WHAT YOU ARE ASKED TO DO:
Copy every line of the data that includes the string "East".

RECORDS TO USE:
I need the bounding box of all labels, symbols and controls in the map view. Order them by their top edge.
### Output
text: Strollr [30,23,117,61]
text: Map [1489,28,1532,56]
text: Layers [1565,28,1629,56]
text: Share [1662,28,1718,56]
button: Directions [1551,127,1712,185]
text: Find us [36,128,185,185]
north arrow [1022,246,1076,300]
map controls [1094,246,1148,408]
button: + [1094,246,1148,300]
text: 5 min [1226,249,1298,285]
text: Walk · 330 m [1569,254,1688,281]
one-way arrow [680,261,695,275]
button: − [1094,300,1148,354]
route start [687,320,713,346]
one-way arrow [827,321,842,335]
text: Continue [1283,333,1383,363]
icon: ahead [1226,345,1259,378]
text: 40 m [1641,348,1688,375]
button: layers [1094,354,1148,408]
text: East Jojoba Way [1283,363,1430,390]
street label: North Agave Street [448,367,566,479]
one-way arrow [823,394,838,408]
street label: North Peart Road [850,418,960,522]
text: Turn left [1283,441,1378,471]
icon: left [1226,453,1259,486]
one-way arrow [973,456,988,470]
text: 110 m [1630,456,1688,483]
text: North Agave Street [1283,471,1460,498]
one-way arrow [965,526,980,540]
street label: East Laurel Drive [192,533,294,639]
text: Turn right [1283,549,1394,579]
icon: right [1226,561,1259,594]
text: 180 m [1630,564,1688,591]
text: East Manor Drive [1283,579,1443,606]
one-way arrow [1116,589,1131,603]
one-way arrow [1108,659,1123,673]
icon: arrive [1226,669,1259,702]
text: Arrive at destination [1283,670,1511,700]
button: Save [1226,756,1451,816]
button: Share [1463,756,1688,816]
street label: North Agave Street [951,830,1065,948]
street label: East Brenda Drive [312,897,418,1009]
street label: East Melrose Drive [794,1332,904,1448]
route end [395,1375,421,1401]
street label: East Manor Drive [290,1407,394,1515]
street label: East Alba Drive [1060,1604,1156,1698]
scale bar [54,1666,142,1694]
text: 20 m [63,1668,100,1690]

RESULT:
text: East Jojoba Way [1283,363,1430,390]
street label: East Laurel Drive [192,533,294,639]
text: East Manor Drive [1283,579,1443,606]
street label: East Brenda Drive [312,897,418,1009]
street label: East Melrose Drive [794,1332,904,1448]
street label: East Manor Drive [290,1407,394,1515]
street label: East Alba Drive [1060,1604,1156,1698]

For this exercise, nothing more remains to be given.